De acuerdo con testimonios recabados en la zona, el vehículo circulaba a exceso de velocidad y con maniobras erráticas. El impacto lanzó a ambos contra el pavimento y destrozó la bicicleta. En lugar de detenerse, el conductor escapó del lugar y se ocultó en un fraccionamiento cercano, lo que encendió la furia de vecinos que presenciaron el hecho.
Faustino fue trasladado de urgencia al Hospital Adolfo López Mateos, donde permanece internado con fracturas severas, lesiones internas y un cuadro infeccioso que mantiene en riesgo una de sus extremidades.
Los médicos no descartan la amputación, una posibilidad que pondría fin a su única fuente de ingresos y dejaría en la incertidumbre a toda su familia. La menor sufrió golpes y crisis nerviosa; aunque fue dada de alta, no ha logrado retomar su vida cotidiana.
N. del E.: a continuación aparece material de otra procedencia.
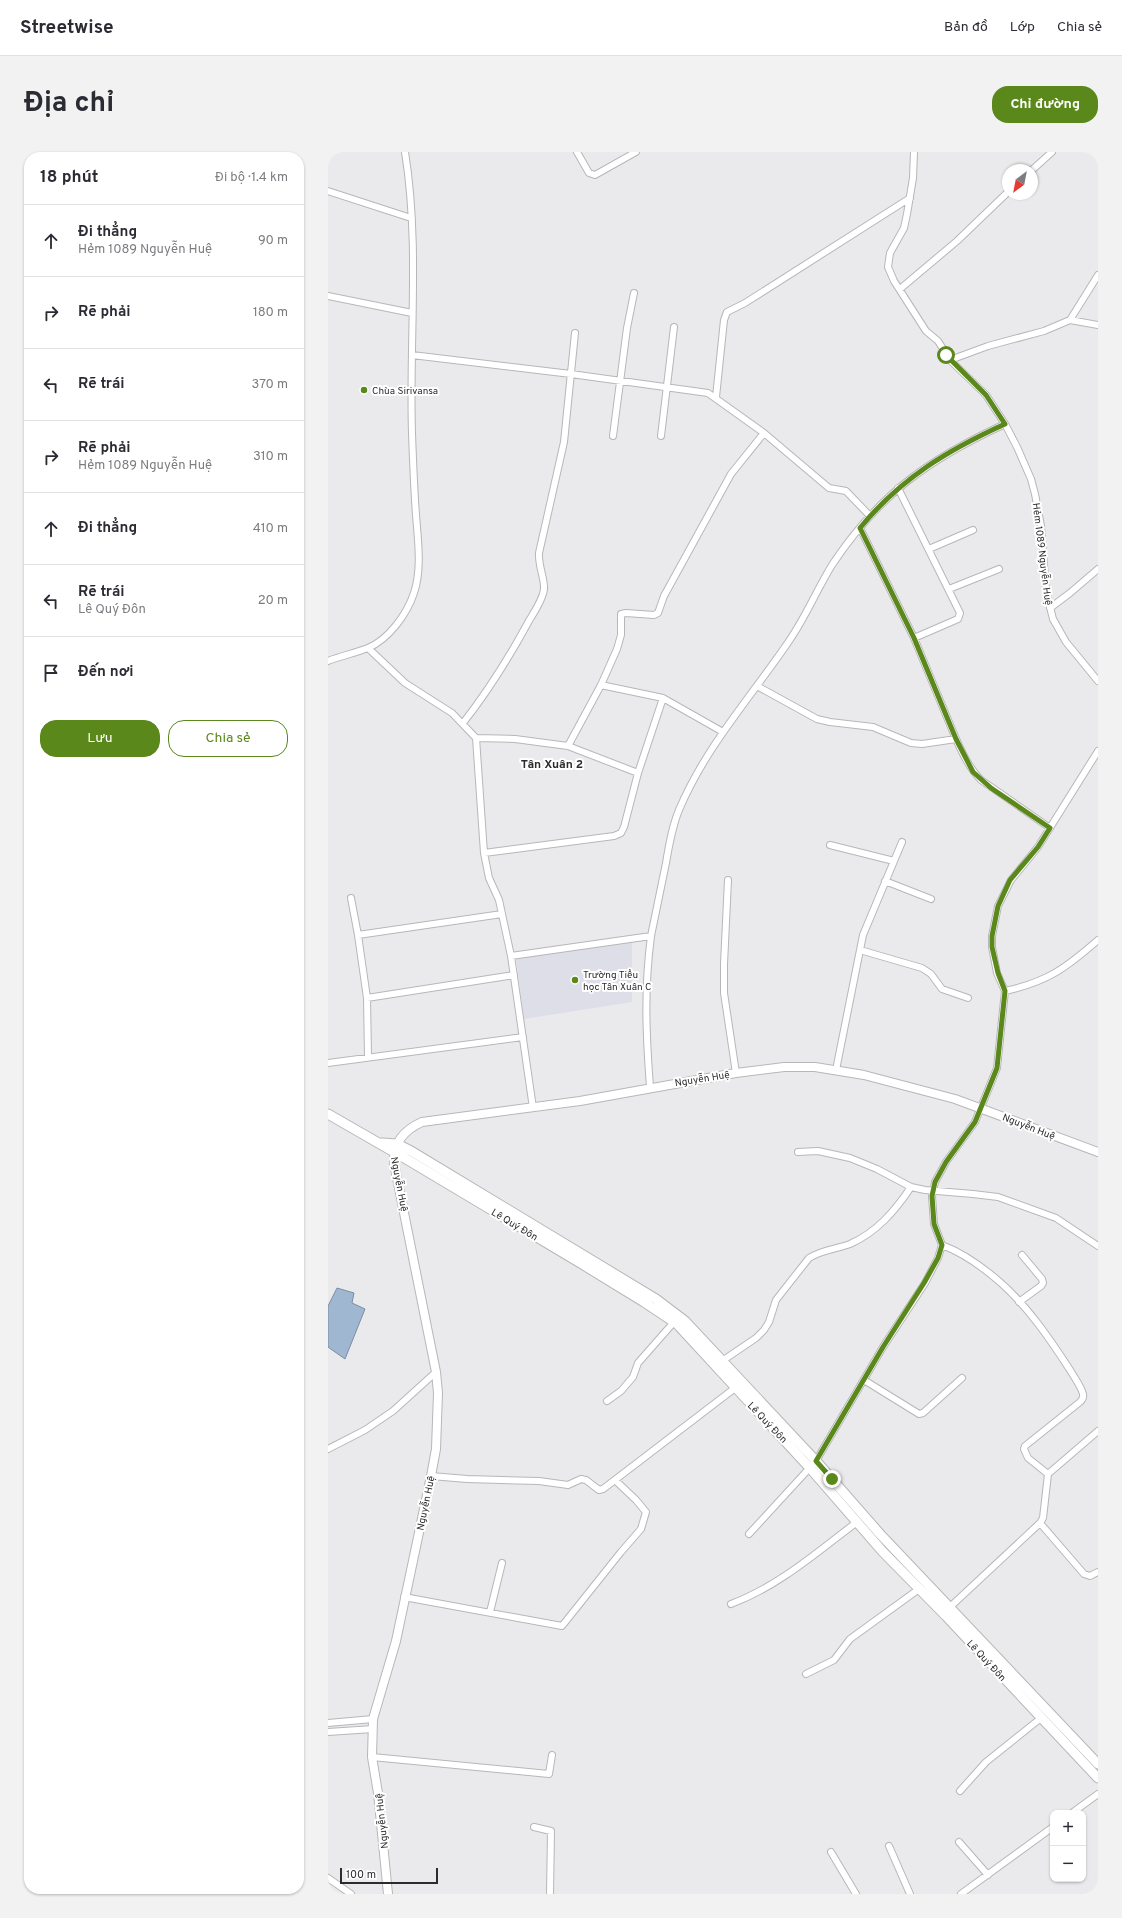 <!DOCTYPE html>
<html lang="vi">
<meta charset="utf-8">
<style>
:root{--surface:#fff;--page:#f2f2f3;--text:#2b2b33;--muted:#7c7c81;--line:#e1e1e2;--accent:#5a881b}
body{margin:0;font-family:Overpass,sans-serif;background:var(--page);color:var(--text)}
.controls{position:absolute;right:12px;bottom:12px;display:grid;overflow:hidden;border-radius:8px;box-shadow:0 1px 3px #0004}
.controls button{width:36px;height:36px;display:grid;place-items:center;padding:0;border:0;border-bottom:1px solid var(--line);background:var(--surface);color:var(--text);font:20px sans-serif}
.compass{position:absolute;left:674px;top:12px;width:36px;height:36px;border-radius:50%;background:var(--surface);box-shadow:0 1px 3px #0004;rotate:212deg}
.scale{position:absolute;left:12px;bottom:10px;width:98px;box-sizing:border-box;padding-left:4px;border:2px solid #2c2c2d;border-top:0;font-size:11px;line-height:14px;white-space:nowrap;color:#2c2c2d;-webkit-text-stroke:3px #fff;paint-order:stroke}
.stop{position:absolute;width:12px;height:12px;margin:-9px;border:3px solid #5a881b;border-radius:50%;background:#fff}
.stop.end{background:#5a881b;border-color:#fff;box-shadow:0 1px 4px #0008}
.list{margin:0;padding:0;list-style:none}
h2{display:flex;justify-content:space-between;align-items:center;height:52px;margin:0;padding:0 16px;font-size:17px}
h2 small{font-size:13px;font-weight:400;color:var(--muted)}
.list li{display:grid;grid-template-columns:26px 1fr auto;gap:12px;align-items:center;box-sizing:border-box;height:72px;padding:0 16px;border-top:1px solid var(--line)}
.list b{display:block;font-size:15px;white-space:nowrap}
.list p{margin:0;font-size:13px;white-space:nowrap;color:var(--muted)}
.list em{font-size:13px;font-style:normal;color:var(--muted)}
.actions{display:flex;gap:8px;padding:12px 16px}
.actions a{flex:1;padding:9px 0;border:1px solid var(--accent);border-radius:16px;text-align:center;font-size:14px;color:var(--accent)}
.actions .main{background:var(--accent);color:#fff}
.icon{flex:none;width:22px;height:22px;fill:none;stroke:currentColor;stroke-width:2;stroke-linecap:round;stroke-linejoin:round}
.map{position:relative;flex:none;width:770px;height:1742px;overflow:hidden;border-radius:16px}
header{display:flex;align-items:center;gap:24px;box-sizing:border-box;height:56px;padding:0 20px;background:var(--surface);border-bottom:1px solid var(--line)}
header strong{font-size:19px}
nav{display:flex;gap:22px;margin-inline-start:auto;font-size:14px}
.intro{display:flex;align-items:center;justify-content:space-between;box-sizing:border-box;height:96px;padding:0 24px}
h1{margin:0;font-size:28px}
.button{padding:10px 18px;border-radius:16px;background:var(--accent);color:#fff;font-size:14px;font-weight:700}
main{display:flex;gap:24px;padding:0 24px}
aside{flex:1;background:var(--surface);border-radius:16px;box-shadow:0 1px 3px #0004}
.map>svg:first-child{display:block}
</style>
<header>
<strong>Streetwise</strong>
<nav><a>Bản đồ</a><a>Lớp</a><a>Chia sẻ</a></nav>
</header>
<div class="intro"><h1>Địa chỉ</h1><a class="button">Chỉ đường</a></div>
<main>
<aside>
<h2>18 phút<small>Đi bộ · 1.4 km</small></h2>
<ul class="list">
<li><svg class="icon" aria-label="ahead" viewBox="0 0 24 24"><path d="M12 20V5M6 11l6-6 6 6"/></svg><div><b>Đi thẳng</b><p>Hẻm 1089 Nguyễn Huệ</p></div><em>90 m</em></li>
<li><svg class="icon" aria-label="right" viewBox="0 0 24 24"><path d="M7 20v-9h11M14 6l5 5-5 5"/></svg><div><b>Rẽ phải</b></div><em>180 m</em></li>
<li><svg class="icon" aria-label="left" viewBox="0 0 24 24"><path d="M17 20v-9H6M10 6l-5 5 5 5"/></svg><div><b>Rẽ trái</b></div><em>370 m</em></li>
<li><svg class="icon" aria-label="right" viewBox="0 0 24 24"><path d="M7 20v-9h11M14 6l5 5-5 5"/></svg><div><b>Rẽ phải</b><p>Hẻm 1089 Nguyễn Huệ</p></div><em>310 m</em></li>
<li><svg class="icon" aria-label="ahead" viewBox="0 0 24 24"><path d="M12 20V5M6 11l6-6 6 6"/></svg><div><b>Đi thẳng</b></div><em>410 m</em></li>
<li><svg class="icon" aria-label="left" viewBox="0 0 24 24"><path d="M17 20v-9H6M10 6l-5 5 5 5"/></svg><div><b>Rẽ trái</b><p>Lê Quý Đôn</p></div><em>20 m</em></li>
<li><svg class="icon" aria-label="arrive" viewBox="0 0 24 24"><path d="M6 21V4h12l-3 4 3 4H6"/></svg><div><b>Đến nơi</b></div></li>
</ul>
<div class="actions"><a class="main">Lưu</a><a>Chia sẻ</a></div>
</aside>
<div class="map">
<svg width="770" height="1742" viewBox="0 0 770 1742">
<rect width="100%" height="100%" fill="#eaeaed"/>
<!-- built -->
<path fill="#dddee7" d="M304,790V850L196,867L188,805Z"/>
<!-- water -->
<path fill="#9fb7d1" stroke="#7c8da0" d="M9,1136L26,1141L24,1151L37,1157L17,1207L0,1195V1154Z"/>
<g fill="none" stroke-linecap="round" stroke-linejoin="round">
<defs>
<path id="minor" d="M249,0L261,21L267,23L308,0
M586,0L585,26L579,62L576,76L562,101L560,115L566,129L598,179L610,189L622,208L658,243L677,272L689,295L703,327L707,342L713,374L718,439L725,467L738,490L770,529
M704,18L724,0
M0,39L83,66
M572,137L629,89L680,40
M0,144L84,161
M742,168L770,123
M84,203L243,222L380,241L436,281L501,336L518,339L542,364
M622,208L660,194L716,179L742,168L770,173
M388,245L396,168L399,160L417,151L582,46
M285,284L299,176L306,141
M333,284L346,175
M570,336L632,461L630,467L586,486
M532,376L586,486L628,587
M601,397L645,378
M621,437L671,417
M722,456L742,441L770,417
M40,496L77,531L124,561L148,586L156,701L161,726L171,748L183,804L205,956
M0,509C13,504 27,501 40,496C61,487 79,462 86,441C94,417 90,389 88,363C86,336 85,309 84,281C81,188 92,93 77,0
M273,533L335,546L395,580
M429,534L489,567L502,570L545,575L583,591L594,592L628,587C635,602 641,616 653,628L722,676
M135,571C161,538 182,504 202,467C207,459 215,447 216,437C217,428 210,413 211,401L236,290L247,181
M148,586L187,587L240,594L310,621
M240,594L273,533L289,497L293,483V462L298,461L326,463L330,461L336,444L403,322L436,281
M502,693L566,709
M156,701L286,684L293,681L296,675L310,621L335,546
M400,728L396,812V841L408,921
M557,729L603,747
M23,746L30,783
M174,762L30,783L39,846L186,823
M323,784C328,760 333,736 338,711C341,693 344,675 351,658C377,596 422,546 459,492C477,467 488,439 504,413C551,342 601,307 677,272
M532,798L594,816L603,822L614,837L640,846
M183,804L323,784C316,838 318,882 322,935
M677,839C719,830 738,816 770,788
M39,846L40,904
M0,911L195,885
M508,918L535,783L574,690
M470,1000L490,999L522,1006L549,1017L583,1035L597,1038L645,1042L670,1045L728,1066L770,1094
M614,1093C635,1101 656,1116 673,1131C700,1155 722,1187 742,1218C746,1225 753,1234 755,1242C756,1246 754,1248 752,1250L697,1294L696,1297L700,1306L720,1322
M691,1150L713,1134L715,1131L714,1127L694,1103
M394,1209L428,1186L436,1178L441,1170L448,1148L481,1106C493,1098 508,1097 522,1092C549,1080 567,1059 583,1035
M536,1228L591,1262L595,1261L634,1226
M279,1249L293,1239L305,1225L310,1211L346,1170
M0,1297L37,1278L65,1259L108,1220
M103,1324L139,1327L211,1329L240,1333L253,1327L258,1328L271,1338L275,1337L407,1236
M712,1371L756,1422L762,1424L770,1420
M421,1382L488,1309L555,1195L597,1131L610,1106L614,1093L606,1072L604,1044L607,1030L618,1010L647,970L669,916L677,839L669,821L664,795V784L670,754L683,728L710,695L770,599
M76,1445L234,1474L293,1400L313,1377L318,1360L308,1348L287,1328
M403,1452C451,1434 489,1400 529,1370
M622,1455L712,1371L715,1366L720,1322L770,1279
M162,1460L174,1411
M478,1522L506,1508L522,1487L591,1437
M0,1571L45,1567
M0,1580L45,1577
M44,1605L221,1622L224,1603
M632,1639L658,1610L713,1566
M744,1661L770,1642
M206,1675L223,1679L222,1742
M631,1690L660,1723
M561,1694L582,1742
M503,1700L528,1742
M0,1726L23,1742
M633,1742L725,1675"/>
<path id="tertiary" d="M60,1742L50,1641L44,1605L45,1567L68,1489L103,1324L108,1297L110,1241L108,1220L66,1011C65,991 76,978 94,970L252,949L408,921L456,915H487L536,923L627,947L770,1000"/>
<path id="secondary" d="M0,962L80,1008L254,1112L316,1150L349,1172L481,1315L555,1400L618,1464L770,1626
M54,991L69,992L83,999L328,1147L357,1169L488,1309L552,1382L770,1612"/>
</defs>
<!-- minor casing -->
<use href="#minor" stroke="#b7b7b9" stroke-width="8"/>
<!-- tertiary casing -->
<use href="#tertiary" stroke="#b7b7b9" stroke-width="10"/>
<!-- secondary casing -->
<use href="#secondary" stroke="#b7b7b9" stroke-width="11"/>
<!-- minor -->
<use href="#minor" stroke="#fff" stroke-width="6"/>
<!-- tertiary -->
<use href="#tertiary" stroke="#fff" stroke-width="8"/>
<!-- secondary -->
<use href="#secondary" stroke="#fff" stroke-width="9"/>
</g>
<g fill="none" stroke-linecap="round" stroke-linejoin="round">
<!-- route -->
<path stroke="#5a881b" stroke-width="5" d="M504,1327L488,1309L555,1195L596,1131L610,1106L614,1093L606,1072L604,1044L607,1030L618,1010L647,970L669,916L677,839L670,821L664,795V784L670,754L682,728L710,695L722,676L663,636L645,620L628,587L586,486L532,376C573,326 620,298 677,272L658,243L618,203"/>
</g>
<!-- markers -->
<g fill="#5a881b" stroke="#fff" stroke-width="1.5">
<circle cx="36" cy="238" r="4"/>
<circle cx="247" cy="828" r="4"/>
</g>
<g text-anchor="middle" stroke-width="4" stroke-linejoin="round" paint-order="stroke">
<!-- poi labels -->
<g font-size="10" fill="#2c2c2d" stroke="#fff" text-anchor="start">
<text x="44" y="242">Chùa Sirivansa</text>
<text x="255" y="826">Trường Tiểu<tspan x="255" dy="12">học Tân Xuân C</tspan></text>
</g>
<!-- street labels -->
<g font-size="10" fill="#2c2c2d" stroke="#fff">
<text transform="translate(715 402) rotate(83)" y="4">Hẻm 1089 Nguyễn Huệ</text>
<text transform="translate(374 926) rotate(-9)" y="4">Nguyễn Huệ</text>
<text transform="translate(701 974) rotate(21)" y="4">Nguyễn Huệ</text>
<text transform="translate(72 1032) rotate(79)" y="4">Nguyễn Huệ</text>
<text transform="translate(187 1072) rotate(31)" y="4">Lê Quý Đôn</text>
<text transform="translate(440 1270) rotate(46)" y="4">Lê Quý Đôn</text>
<text transform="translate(97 1351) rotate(-78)" y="4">Nguyễn Huệ</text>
<text transform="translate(659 1508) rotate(47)" y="4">Lê Quý Đôn</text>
<text transform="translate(53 1669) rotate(-96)" y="4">Nguyễn Huệ</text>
</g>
<!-- quarter labels -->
<g font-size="12" font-weight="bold" fill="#2c2c2d" stroke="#fff">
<text x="224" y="616">Tân Xuân 2</text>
</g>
</g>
</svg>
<div class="controls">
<button>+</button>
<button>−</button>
</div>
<svg class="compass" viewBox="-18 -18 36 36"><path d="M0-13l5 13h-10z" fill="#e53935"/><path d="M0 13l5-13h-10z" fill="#7c7c81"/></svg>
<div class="scale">100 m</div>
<div class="stop" style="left:618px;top:203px"></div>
<div class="stop end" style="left:504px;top:1327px"></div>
</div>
</main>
La denuncia fue presentada ante la Fiscalía General de Justicia del Estado de México, pero familiares acusan lentitud, falta de información y temor a que el caso se reduzca a un arreglo económico. “No queremos dinero para callarnos; queremos que se castigue al responsable”, señalaron.
La noche siguiente al atropellamiento, decenas de habitantes se concentraron frente al fraccionamiento donde se ocultaba el presunto responsable y exigieron su detención. La presión social evitó que el hecho quedara impune y obligó a la intervención policial.
Hoy, mientras el proceso legal avanza con opacidad, la esquina del accidente se ha convertido en símbolo de enojo colectivo. Para los vecinos, no fue un percance vial, sino el reflejo de una impunidad que, de no enfrentarse, vuelve a poner en riesgo a quienes todos los días salen a trabajar y llevar a sus hijos a la escuela.